[Nepomuk] Fwd: sequences

Tue Sep 21 19:57:08 CEST 2010

2010/9/17 Bèrto ëd Sèra <berto.d.sera at gmail.com>:
> Sorry, I had mistakenly sent this email to Sebastian only...
>
> Hi!
>
> On 16 September 2010 19:46, Sebastian Trueg <trueg at kde.org> wrote:
>>
>> It is not recommended to use RDF containers. They cannot properly
>> queries via SPARQL, support is not guranteed, and their semantics are
>> very unclear anyway.
>> Thus, I follow popular opinion in the semantic world and recommend not
>> to use them.
>
>  Duly noted. We have an already high risk factor "as is", we won't be
> looking for additional trouble.
>>
>> If you need to store more information then you need to go the normal RDF
>> way: define the ontology constructs you need. We will be happy to help
>> you with that.
>
> Okay, I'll try to use the example I found on the ontologies, so you can
> correct my misunderstandings as I go on. I put in the end, as some
> explanations may be of help before that.
>>
>> Thus, please think twice before trying to store anything in the
>> graph/context metadata. In most cases a specific class or property might
>> make more sense.
>
>
> Again, whatever does the job better and with less trouble is welcome.
>>
>> Could you maybe elaborate a bit on your project?
>
> It's a simple idea: we collect external data sources, like wiktionary,
> AGROVOC, geographic names, public open source DBs etc and put them into a
> common format that allows a single interface for them all. In our DSL the
> prepared data from a single source is called a "region". We have bots doing
> the collect/update job for a region, and since data is semantically tagged,
> a user may say "I want everything about Tai-chi, vegan food and astronomy
> from the following regions in English and Japanese". His machine downloads
> the prepared normalized data from a list of network-sources to keep
> up-to-date. While these bot driven regions are read-only the user can also
> upload back stuff to the same network-sources using a "community region", in
> order to share it.

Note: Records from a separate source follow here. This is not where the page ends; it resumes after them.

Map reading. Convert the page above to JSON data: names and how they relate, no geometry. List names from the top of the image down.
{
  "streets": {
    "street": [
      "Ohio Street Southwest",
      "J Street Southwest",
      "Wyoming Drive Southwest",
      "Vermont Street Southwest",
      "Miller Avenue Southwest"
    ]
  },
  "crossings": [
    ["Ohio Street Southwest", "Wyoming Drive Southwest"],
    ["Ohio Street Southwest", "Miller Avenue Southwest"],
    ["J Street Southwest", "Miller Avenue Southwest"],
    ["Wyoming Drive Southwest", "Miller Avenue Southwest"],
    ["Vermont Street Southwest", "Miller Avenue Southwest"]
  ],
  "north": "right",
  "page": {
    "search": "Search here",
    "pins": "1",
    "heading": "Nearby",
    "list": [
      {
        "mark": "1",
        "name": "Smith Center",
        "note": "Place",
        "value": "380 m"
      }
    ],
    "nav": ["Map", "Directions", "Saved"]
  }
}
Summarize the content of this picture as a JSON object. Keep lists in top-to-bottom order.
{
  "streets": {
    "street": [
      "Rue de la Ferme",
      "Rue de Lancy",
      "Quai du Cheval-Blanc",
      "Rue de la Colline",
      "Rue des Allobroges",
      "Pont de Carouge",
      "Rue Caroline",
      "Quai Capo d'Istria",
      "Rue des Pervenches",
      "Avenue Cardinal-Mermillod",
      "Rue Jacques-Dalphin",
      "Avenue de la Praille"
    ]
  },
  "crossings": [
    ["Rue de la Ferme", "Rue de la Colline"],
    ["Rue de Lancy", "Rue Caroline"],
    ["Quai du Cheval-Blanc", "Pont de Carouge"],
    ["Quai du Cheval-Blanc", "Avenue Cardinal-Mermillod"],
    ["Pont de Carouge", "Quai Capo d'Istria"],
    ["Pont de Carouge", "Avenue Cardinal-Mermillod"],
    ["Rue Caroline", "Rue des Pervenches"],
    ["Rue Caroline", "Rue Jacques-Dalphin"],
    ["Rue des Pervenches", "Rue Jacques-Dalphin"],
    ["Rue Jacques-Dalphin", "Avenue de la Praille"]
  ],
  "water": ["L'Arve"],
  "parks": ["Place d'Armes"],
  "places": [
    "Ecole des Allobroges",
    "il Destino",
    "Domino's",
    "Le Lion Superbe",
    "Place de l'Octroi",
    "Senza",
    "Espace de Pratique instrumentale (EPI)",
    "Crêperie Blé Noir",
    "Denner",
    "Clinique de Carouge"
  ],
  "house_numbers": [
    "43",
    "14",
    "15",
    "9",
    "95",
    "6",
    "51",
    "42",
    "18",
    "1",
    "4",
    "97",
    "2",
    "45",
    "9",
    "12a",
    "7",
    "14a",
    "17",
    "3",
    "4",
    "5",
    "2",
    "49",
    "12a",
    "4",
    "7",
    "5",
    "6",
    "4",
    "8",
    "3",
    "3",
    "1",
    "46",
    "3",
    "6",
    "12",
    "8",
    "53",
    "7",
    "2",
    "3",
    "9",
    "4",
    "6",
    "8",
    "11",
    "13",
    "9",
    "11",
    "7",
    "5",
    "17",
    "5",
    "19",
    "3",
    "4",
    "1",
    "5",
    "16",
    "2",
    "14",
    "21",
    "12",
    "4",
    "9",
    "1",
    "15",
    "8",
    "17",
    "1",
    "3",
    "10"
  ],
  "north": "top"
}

There may be any number of communities, as we expect
> people to develop thematic communities or simply to dislike each other POVs,
> sooner or later, and communities are self managed. If I don't like a
> community I don't link their stuff, and that's it. Anyway, this is a further
> development, we will have just one community, to begin with.
is it right, that in the beginning a "community region" will just
contain some raw data, aggregated from read-only regions? And after
user's contributions to this community the data will essentially
"fork" from data, aggregated by bots?
>
>>
>> Could you also elaborate on the distributed rep, please. Be aware that
>> Nepomuk does not provide a distributed store and it is very unlikely
>> that it will in the near future - simply because creating a distributed
>> store is very very hard, a lot of work, and requires expertise that we
>> do not have...
>
>
> We have no idea about how to make a "real" distributed store, either. The
> doable thing I can think of is, as I said, a list of network-sources that
> can import and distribute a number of "regions" to end users. But I tend to
> think that since we have to upload stuff back to a "community region" two
> laptops could sync each other using any network connection in place. So, for
> example, if I live in an insulated village in the middle of nothing (a
> common situation in the third world) and I have but one box in a school,
> anyone coming to visit with a laptop can update me, provided that I told him
> what to download when he could get a normal connection and he has storage
> space enough for it. Or I could remain in the village and be sent a RAM key
> or a DVD with updates on it. This would already be a lot, for most "randomly
> connected" situations. Most of Africa and a lot of Asia has little choice
> other than this, and it's especially for them that accessing "thematic
> knowledge" locally is a high value.
> I suppose that since dbpedia has RDF exports there should be RDF imports,
> and we could just use this. Once export files are available, they could be
> broadcast using the p2p features (which I know nothing of, I just know they
> should be there, sooner or later). Since we do multimedia content, this is
> especially important to limit the amount of content one wants to store. To
> remain with our previous example, my subscription could be: "I want
> everything about Tai-chi, vegan food and astronomy from the following
> regions in English and Japanese, excluding video and audio files, pictures
> included". In any case I would get pointers to remote resorce uuids, telling
> me there's a video/audio file (and its tags), so that I can know it's there
> and I can order single downloads if I decide some particular material is of
> interest.
> Now let's get to the model. "Profile" is our DSL lingo for "meaning",
> see http://en.wikipedia.org/wiki/Cognitive_semantics#Langacker:_profile_and_base :
> @PREFIX foo: <http://foo.bar/types#>
> foo:Profile rdf:type rdfs:Class .
> /* A "Region" has a textual  description, along with other minor properties,
> so we want it to inherit all translation capabilities from Profile */
> foo:Region rdf:type rdfs: Class.
> foo:Region rdfs:subClassOf foo:Profile .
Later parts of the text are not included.